What Wo/Man Want is the most-discussed and most-debated show in our catalogue. It’s also the show we say no to most often — when the venue or the audience isn’t right, we won’t book it. Below is how we think about provocation as performance art rather than as a marketing weapon.
Provocation Without Shock Value
Shock is cheap. Provocation, done well, is an invitation — to look at something the audience would otherwise scroll past in their own life. The show’s vignettes are built around moments of recognition, not transgression. The audience sees themselves, not someone else.

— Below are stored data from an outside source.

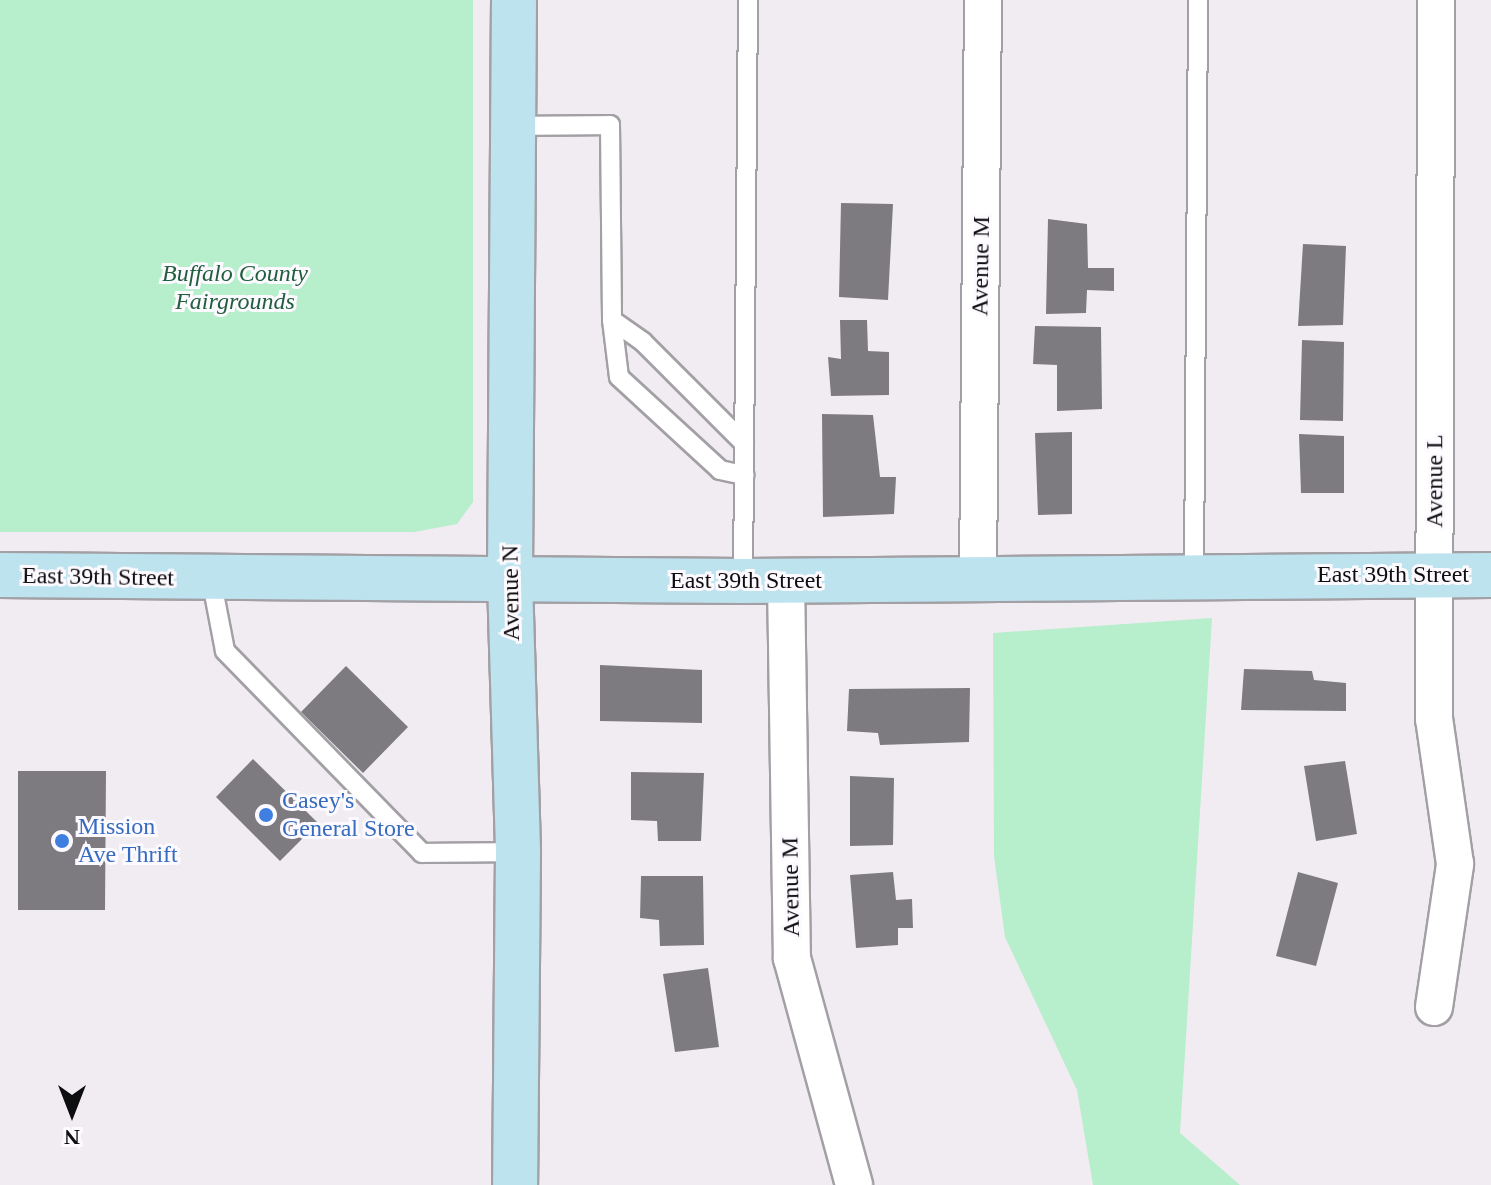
<!DOCTYPE html>
<html>
<head>
<meta charset="utf-8">
<style>
	body { margin:0 }
	#map { position:relative; width:1491px; height:1185px; overflow:hidden; background:#f0ecf2; font-family:Georgia,serif }
	div>[style] { position:absolute }
	.green>* { inset:0; background:#b7eecc }
	.building>* { inset:0; background:#7e7b80 }
	.roads { filter:drop-shadow(2px 0 #a3a0a5) drop-shadow(-2px 0 #a3a0a5) drop-shadow(0 2px #a3a0a5) drop-shadow(0 -2px #a3a0a5) }
	.lane>* { height:18px; margin:-9px; padding:0 9px; transform-origin:9px; border-radius:9px; background:#fff }
	.street>* { height:36px; margin:-18px; padding:0 18px; transform-origin:18px; border-radius:18px; background:#fff }
	.secondary>* { height:44px; margin:-22px; padding:0 22px; transform-origin:22px; border-radius:22px; background:#bde3ef }
	.dots>* { width:22px; height:22px; translate:-50% -50%; box-sizing:border-box; border:4px solid #fdfaff; border-radius:50% }
	span { translate:-50% -50%; white-space:nowrap; text-align:center; line-height:1.15; -webkit-text-stroke:6px #fdfaff; paint-order:stroke }
	.street-label { font-size:24px; color:#0e0d0f }
	.park-label { font-size:24px; color:#205e3e; font-style:italic }
	.shop-label { font-size:24px; color:#366cbe }
	.left { translate:0 -50%; text-align:left }
	.north { position:absolute; left:32px; top:1073px; width:80px; height:80px; -webkit-text-stroke:6px #fdfaff; paint-order:stroke; rotate:180deg; font-size:22px; font-weight:700; line-height:32px; text-align:center; color:#0e0d0f }
	.north::after { content:''; display:block; margin:auto; width:28px; height:36px; background:#0e0d0f; clip-path:polygon(50% 0,100% 100%,50% 72%,0 100%) }
</style>
</head>
<body>
<div id="map">
	<div class="green">
		<div style="clip-path:polygon(0 0,473px 0,473px 502px,457px 524px,414px 532px,0 532px)"></div>
		<div style="clip-path:polygon(1212px 618px,1180px 1133px,1240px 1185px,1093px 1185px,1077px 1090px,1005px 937px,994px 856px,993px 633px)"></div>
	</div>
	<div class="building">
		<div style="clip-path:polygon(841px 203px,893px 204px,888px 300px,839px 297px)"></div>
		<div style="clip-path:polygon(1048px 219px,1087px 224px,1088px 268px,1114px 268px,1114px 291px,1087px 290px,1086px 313px,1046px 314px)"></div>
		<div style="clip-path:polygon(1303px 244px,1346px 246px,1343px 325px,1298px 326px)"></div>
		<div style="clip-path:polygon(840px 320px,867px 320px,868px 351px,889px 352px,889px 395px,831px 396px,828px 357px,841px 359px)"></div>
		<div style="clip-path:polygon(1035px 326px,1101px 327px,1102px 409px,1057px 411px,1057px 365px,1033px 364px)"></div>
		<div style="clip-path:polygon(1302px 340px,1344px 342px,1343px 421px,1300px 420px)"></div>
		<div style="clip-path:polygon(822px 414px,873px 415px,880px 477px,896px 477px,894px 514px,823px 517px)"></div>
		<div style="clip-path:polygon(1072px 432px,1072px 514px,1038px 515px,1035px 433px)"></div>
		<div style="clip-path:polygon(1299px 434px,1344px 436px,1344px 493px,1301px 493px)"></div>
		<div style="clip-path:polygon(600px 665px,702px 670px,702px 723px,600px 721px)"></div>
		<div style="clip-path:polygon(346px 666px,408px 727px,363px 773px,301px 712px)"></div>
		<div style="clip-path:polygon(1244px 669px,1312px 671px,1314px 680px,1346px 683px,1346px 711px,1241px 710px)"></div>
		<div style="clip-path:polygon(970px 688px,969px 742px,880px 745px,878px 733px,847px 731px,849px 689px)"></div>
		<div style="clip-path:polygon(253px 759px,318px 823px,280px 861px,216px 797px)"></div>
		<div style="clip-path:polygon(1345px 761px,1357px 834px,1316px 841px,1304px 766px)"></div>
		<div style="clip-path:polygon(18px 771px,106px 771px,105px 910px,18px 910px)"></div>
		<div style="clip-path:polygon(631px 772px,704px 773px,701px 841px,658px 841px,657px 821px,631px 820px)"></div>
		<div style="clip-path:polygon(850px 776px,894px 778px,893px 845px,850px 846px)"></div>
		<div style="clip-path:polygon(893px 872px,896px 900px,912px 899px,913px 928px,898px 928px,898px 945px,856px 948px,850px 875px)"></div>
		<div style="clip-path:polygon(1298px 872px,1338px 883px,1316px 966px,1276px 956px)"></div>
		<div style="clip-path:polygon(641px 876px,703px 876px,704px 945px,660px 946px,659px 920px,640px 918px)"></div>
		<div style="clip-path:polygon(708px 968px,719px 1047px,675px 1052px,663px 974px)"></div>
	</div>
	<div class="roads">
		<div class="lane">
			<div style="left:514px;top:126px;width:96px;rotate:-0.6deg"></div>
			<div style="left:610px;top:125px;width:195px;rotate:89.4deg"></div>
			<div style="left:612px;top:320px;width:57px;rotate:83deg"></div>
			<div style="left:619px;top:377px;width:137px;rotate:42.6deg"></div>
			<div style="left:720px;top:470px;width:25px;rotate:12deg"></div>
			<div style="left:612px;top:320px;width:38px;rotate:35deg"></div>
			<div style="left:643px;top:342px;width:143px;rotate:45deg"></div>
			<div style="left:1194px;top:575px;width:575px;rotate:-89.6deg"></div>
			<div style="left:211px;top:578px;width:74px;rotate:79.1deg"></div>
			<div style="left:225px;top:651px;width:282px;rotate:45.7deg"></div>
			<div style="left:422px;top:853px;width:96px;rotate:-0.6deg"></div>
			<div style="left:743px;top:581px;width:581px;rotate:-89.51deg"></div>
		</div>
		<div class="street">
			<div style="left:978px;top:580px;width:580px;rotate:-89.51deg"></div>
			<div style="left:786px;top:581px;width:377px;rotate:89.1deg"></div>
			<div style="left:792px;top:958px;width:235px;rotate:74.7deg"></div>
			<div style="left:1434px;top:1007px;width:145px;rotate:-81.6deg"></div>
			<div style="left:1455px;top:864px;width:147px;rotate:-98.2deg"></div>
			<div style="left:1434px;top:719px;width:719px;rotate:-89.84deg"></div>
		</div>
		<div class="secondary">
			<div style="left:514px;top:0;width:580px;rotate:90.4deg"></div>
			<div style="left:510px;top:580px;width:272px;rotate:88.3deg"></div>
			<div style="left:518px;top:852px;width:333px;rotate:90.5deg"></div>
			<div style="left:0;top:575px;width:743px;rotate:0.46deg"></div>
			<div style="left:743px;top:581px;width:748px;rotate:-0.46deg"></div>
		</div>
	</div>
	<div class="dots">
		<div style="left:266px;top:815px;background:#3f7fe0"></div>
		<div style="left:62px;top:841px;background:#3f7fe0"></div>
	</div>
	<div class="street-label">
		<span style="left:981px;top:266px;rotate:-89deg">Avenue M</span>
		<span style="left:1435px;top:481px;rotate:-90deg">Avenue L</span>
		<span style="left:1393px;top:575px">East 39th Street</span>
		<span style="left:98px;top:577px;rotate:1deg">East 39th Street</span>
		<span style="left:746px;top:581px">East 39th Street</span>
		<span style="left:511px;top:593px;rotate:-91deg">Avenue N</span>
		<span style="left:791px;top:887px;rotate:-91deg">Avenue M</span>
	</div>
	<div class="park-label">
		<span style="left:235px;top:288px">Buffalo County<br>Fairgrounds</span>
	</div>
	<div class="shop-label">
		<span class="left" style="left:282px;top:815px">Casey's<br>General Store</span>
		<span class="left" style="left:78px;top:841px">Mission<br>Ave Thrift</span>
	</div>
	<div class="north">N</div>
</div>
</body>
</html>
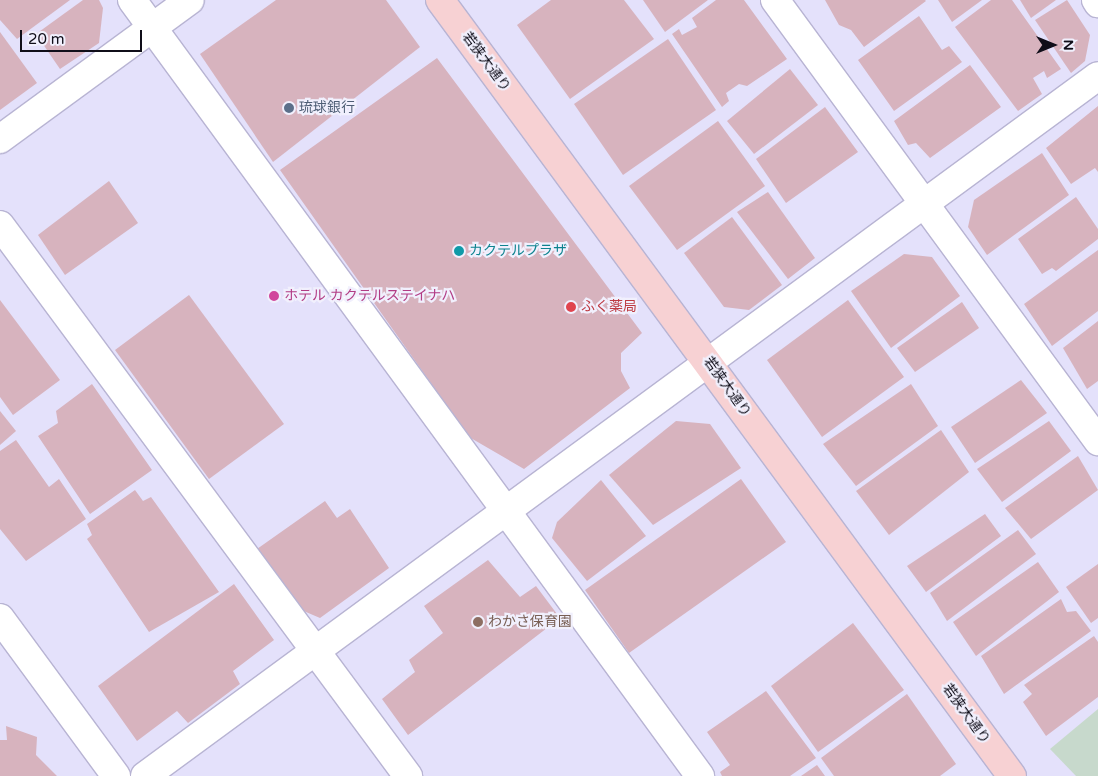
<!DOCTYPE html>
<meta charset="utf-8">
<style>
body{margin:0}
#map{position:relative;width:1098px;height:776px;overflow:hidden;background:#e4e1fb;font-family:"Varela Round","Noto Sans JP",sans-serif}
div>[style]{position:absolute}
.green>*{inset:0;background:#c7d9cc}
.building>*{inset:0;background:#d7b3be}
.roads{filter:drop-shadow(1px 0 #b8b4d3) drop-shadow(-1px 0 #b8b4d3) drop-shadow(0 1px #b8b4d3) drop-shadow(0 -1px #b8b4d3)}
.minor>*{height:28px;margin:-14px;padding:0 14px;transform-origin:14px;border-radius:14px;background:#fff}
.major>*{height:28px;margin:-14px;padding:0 14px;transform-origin:14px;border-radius:14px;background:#f7d1d3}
.dots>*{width:14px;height:14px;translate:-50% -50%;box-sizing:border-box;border:2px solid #f1f0fd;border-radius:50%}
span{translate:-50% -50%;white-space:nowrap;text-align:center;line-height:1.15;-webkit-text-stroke:4.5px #f1f0fd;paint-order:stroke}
.street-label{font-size:14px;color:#100e19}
.service-label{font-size:14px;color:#4e5e75}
.left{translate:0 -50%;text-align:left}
.culture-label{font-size:14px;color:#0d838f}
.hotel-label{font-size:14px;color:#b23c85}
.health-label{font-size:14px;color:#be3a42}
.education-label{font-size:14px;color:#785e54}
.north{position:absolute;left:1028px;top:20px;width:50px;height:50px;-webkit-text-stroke:4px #f1f0fd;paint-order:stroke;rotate:90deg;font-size:14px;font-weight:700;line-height:20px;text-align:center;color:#100e19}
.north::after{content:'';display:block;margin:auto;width:18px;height:22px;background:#100e19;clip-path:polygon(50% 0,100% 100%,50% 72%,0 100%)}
.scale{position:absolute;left:20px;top:30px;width:122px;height:22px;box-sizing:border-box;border:2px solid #100e19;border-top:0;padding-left:6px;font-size:15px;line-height:18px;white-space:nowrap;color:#100e19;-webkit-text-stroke:4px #f1f0fd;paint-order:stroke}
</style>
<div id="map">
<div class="green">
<div style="clip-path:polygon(1098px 709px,1098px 776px,1076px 776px,1050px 749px)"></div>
</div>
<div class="building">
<div style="clip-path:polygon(0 0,70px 0,17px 39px,0 20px)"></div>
<div style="clip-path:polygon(83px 0,99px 0,103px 8px,99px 43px,60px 69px,36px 34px)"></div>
<div style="clip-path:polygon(276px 0,386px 0,420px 47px,273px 162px,200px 54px)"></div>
<div style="clip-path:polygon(551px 0,624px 0,654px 39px,570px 99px,517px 25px)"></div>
<div style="clip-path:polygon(643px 0,708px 0,665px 32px)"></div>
<div style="clip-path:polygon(716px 0,744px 0,787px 59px,747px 86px,739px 84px,726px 93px,729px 101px,722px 107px,672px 34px,679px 29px,682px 35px,697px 27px,692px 18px)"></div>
<div style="clip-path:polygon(825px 0,925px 0,926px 1px,864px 47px,851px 30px,839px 25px)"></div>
<div style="clip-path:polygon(938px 0,982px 0,952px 22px)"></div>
<div style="clip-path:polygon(991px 0,1012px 0,1061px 69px,1047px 78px,1044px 71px,1033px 78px,1042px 94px,1018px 111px,955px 27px)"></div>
<div style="clip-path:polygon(1020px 0,1056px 0,1031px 18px)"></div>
<div style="clip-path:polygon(1067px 0,1090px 35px,1085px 61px,1071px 73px,1035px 20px)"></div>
<div style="clip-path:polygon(919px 16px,942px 50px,949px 46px,962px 62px,894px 111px,858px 60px)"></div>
<div style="clip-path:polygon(0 32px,37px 83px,0 110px)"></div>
<div style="clip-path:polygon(668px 39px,716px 110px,623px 175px,574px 104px)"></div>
<div style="clip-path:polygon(437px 58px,642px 333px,621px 353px,621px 371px,630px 388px,524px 469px,469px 437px,280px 170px)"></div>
<div style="clip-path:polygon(970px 65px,1001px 107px,930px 158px,916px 143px,908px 145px,894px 121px)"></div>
<div style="clip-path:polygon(790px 69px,818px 105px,754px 154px,727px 121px)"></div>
<div style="clip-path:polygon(1098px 106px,1098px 172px,1095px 168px,1071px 184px,1046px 148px)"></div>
<div style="clip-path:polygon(825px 107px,858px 152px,786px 203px,756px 159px)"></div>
<div style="clip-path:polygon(718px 121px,765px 186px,677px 250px,629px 186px)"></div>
<div style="clip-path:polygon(1042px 153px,1069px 195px,987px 255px,968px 227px,974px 200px)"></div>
<div style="clip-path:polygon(109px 181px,138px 223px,65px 275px,38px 235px)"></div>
<div style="clip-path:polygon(768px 192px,815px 258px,788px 279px,737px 212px)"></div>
<div style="clip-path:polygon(1076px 197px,1098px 229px,1098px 239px,1056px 271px,1052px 268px,1042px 274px,1018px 239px)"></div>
<div style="clip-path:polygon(732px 217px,782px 285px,749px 310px,724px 307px,684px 253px)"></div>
<div style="clip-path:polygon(1098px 250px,1098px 311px,1052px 346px,1024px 304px)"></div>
<div style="clip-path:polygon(904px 254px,932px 257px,960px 296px,891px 348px,851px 291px)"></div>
<div style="clip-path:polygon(189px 295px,284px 424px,209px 479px,115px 350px)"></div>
<div style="clip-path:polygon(0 300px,60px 380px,13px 415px,0 397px)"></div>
<div style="clip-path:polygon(848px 300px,904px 377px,822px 437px,767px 360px)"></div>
<div style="clip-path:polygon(962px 302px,979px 328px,915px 372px,897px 348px)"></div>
<div style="clip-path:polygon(1098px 321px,1098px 381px,1087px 389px,1063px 348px)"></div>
<div style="clip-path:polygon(1021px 380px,1047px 413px,975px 463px,951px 427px)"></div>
<div style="clip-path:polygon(92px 384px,152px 470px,90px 514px,38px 436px,58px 423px,56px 411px)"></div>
<div style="clip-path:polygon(911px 384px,938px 426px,856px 486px,823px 444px)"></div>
<div style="clip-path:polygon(0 411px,16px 431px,0 445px)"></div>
<div style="clip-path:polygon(676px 421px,710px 424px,741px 468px,653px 525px,609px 475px)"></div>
<div style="clip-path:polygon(1049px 421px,1071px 451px,1002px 502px,977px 469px)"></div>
<div style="clip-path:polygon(941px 430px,969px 472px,889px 535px,856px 491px)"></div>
<div style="clip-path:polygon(16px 440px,49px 487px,59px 479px,86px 519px,26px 561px,0 529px,0 451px)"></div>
<div style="clip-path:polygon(1078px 456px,1098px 490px,1031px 539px,1005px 508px)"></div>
<div style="clip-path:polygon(741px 479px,786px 542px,629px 653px,585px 590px)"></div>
<div style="clip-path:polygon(601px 480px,646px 536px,587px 581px,552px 538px,557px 522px)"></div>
<div style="clip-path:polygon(135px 490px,143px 501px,151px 497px,219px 592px,149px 632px,87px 539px,92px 535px,87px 524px)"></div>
<div style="clip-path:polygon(325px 501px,337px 518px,350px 509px,389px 568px,320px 618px,299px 609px,257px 549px)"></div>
<div style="clip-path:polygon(985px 514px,1001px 536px,926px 592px,907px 566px)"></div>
<div style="clip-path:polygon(1018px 530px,1036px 554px,947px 621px,930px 593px)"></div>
<div style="clip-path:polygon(488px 560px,520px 597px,536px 586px,560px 618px,408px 735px,382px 699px,415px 672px,409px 660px,443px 633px,424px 606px)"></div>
<div style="clip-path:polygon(1038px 562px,1059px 592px,976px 656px,953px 622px)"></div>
<div style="clip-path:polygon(1098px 564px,1098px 618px,1091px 623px,1066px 587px)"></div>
<div style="clip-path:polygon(234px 584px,274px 640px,233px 671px,240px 684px,188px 723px,177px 711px,137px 741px,98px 686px)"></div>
<div style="clip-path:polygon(1061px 599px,1067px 612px,1076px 611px,1091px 631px,1004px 694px,981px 656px)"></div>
<div style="clip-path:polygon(853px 623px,904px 690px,818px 752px,771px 686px)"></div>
<div style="clip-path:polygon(1094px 636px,1098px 642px,1098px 697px,1046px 736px,1023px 702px,1032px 694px,1024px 685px)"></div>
<div style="clip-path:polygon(766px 691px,816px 758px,790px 776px,722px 776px,720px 772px,730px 765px,707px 732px)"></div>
<div style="clip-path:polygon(907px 694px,956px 764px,940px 776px,834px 776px,821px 758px)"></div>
<div style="clip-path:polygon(6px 726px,37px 737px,36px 755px,57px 776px,0 776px,0 740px,7px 740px)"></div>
<div style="clip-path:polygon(817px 765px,825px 776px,801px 776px)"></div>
</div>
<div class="roads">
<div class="minor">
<div style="left:132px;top:0;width:962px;rotate:53.8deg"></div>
<div style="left:775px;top:0;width:547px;rotate:53.78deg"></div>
<div style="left:1096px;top:0;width:4px;rotate:56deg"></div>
<div style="left:0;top:139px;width:235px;rotate:-36.2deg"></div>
<div style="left:0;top:225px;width:686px;rotate:53.48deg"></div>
<div style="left:0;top:618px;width:196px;rotate:53.7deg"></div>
<div style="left:145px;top:776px;width:1182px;rotate:-36.3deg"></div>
</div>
<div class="major">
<div style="left:440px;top:0;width:964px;rotate:53.61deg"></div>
</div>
</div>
<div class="dots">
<div style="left:289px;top:108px;background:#5c6f8a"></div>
<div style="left:459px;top:251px;background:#0f9aa8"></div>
<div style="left:274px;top:296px;background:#d1479c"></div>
<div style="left:571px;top:307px;background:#e0444e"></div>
<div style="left:478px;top:622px;background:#8d6e63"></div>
</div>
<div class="street-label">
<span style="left:486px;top:62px;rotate:53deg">若狭大通り</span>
<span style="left:727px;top:387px;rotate:54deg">若狭大通り</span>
<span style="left:966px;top:714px;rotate:54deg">若狭大通り</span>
</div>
<div class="service-label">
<span class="left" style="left:299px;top:108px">琉球銀行</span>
</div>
<div class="culture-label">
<span class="left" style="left:469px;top:251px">カクテルプラザ</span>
</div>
<div class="hotel-label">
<span class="left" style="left:284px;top:296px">ホテル カクテルステイナハ</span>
</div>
<div class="health-label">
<span class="left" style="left:581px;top:307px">ふく薬局</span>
</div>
<div class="education-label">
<span class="left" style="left:488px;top:622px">わかさ保育園</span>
</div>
<div class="north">N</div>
<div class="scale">20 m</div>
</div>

The Narrator Who Never Shows Their Face
The recurring narrator’s anonymity is structural. It places the audience inside the story rather than alongside an authorial voice. The faceless figure is whoever the audience needs them to be — a former partner, an unspoken thought, a self they don’t admit to. Many audiences read the narrator as themselves by the second vignette.
Why It’s Adults-Only
Not because of nudity (which is implied, not explicit) but because of the emotional content. The show requires an audience old enough to bring real relational experience into the room. Younger audiences misread it as edgy when it’s actually quiet.
What We Tell Venues
If your audience profile skews family, conservative, or first-time-show-goers, this isn’t your show. We’ll recommend Cabaret or Timeless instead. The wrong audience for What Wo/Man Want produces walkouts, complaints, and a brand-damage problem for the venue. We protect venues from this by saying no early.